Pictures do not belong in the copy; quote every entry below exactly.

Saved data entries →
● ● ● ● ●

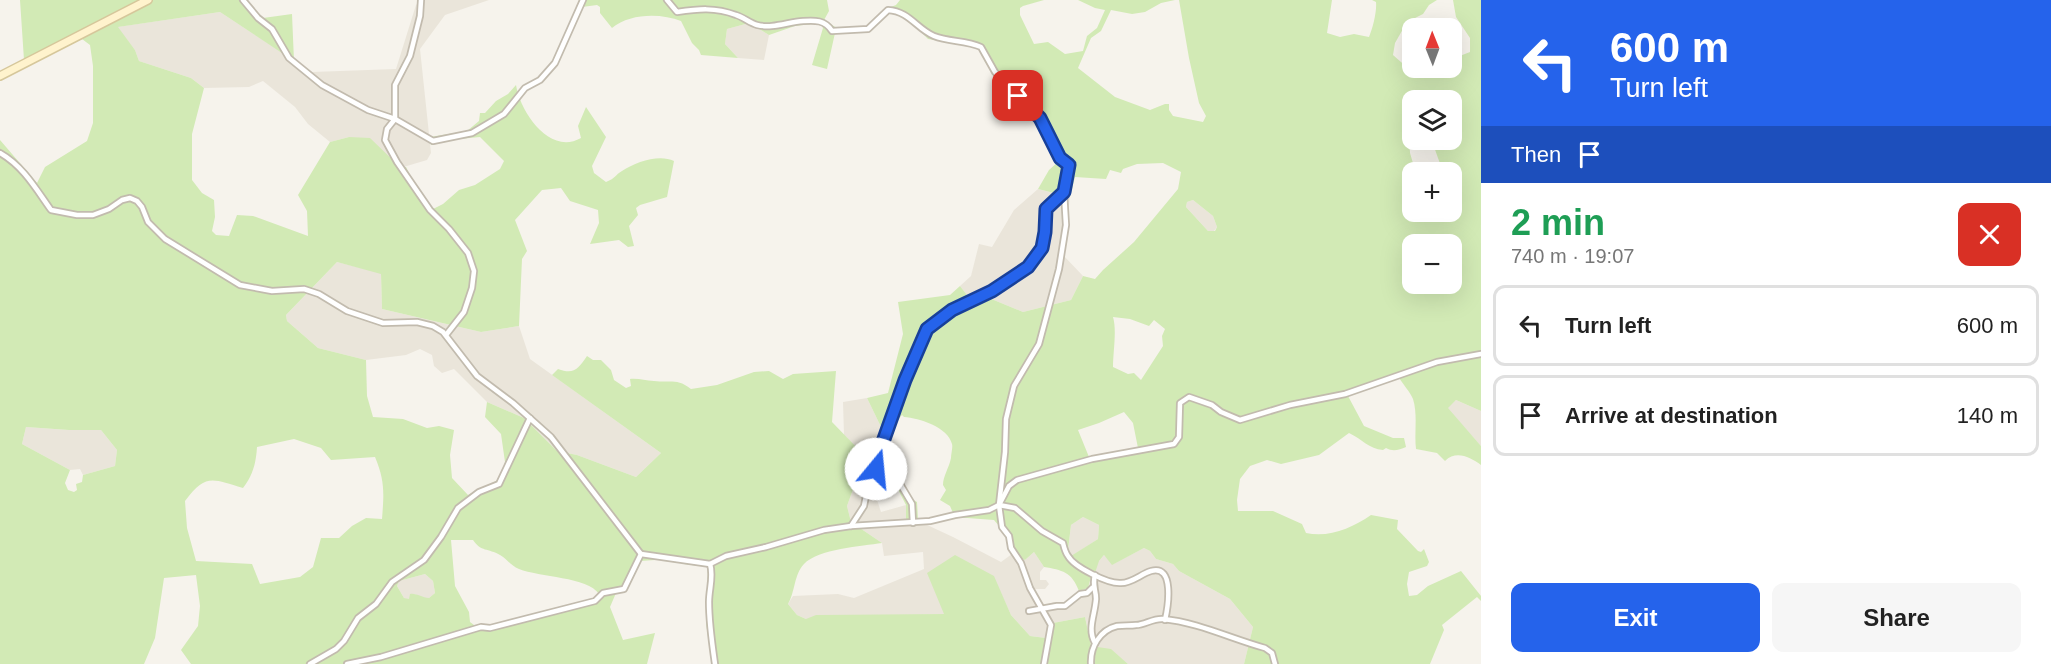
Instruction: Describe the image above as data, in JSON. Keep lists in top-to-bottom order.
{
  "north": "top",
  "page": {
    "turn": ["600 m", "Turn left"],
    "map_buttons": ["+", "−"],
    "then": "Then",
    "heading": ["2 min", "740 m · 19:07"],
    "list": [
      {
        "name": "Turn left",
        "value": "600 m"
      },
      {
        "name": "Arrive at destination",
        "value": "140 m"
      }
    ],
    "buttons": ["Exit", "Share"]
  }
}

● ● ● ● ●

Response below →
Instruction: Describe the image above as data, in JSON. Keep lists in top-to-bottom order.
{
  "north": "top",
  "page": {
    "turn": ["600 m", "Turn left"],
    "map_buttons": ["+", "−"],
    "then": "Then",
    "heading": ["2 min", "740 m · 19:07"],
    "list": [
      {
        "name": "Turn left",
        "value": "600 m"
      },
      {
        "name": "Arrive at destination",
        "value": "140 m"
      }
    ],
    "buttons": ["Exit", "Share"]
  }
}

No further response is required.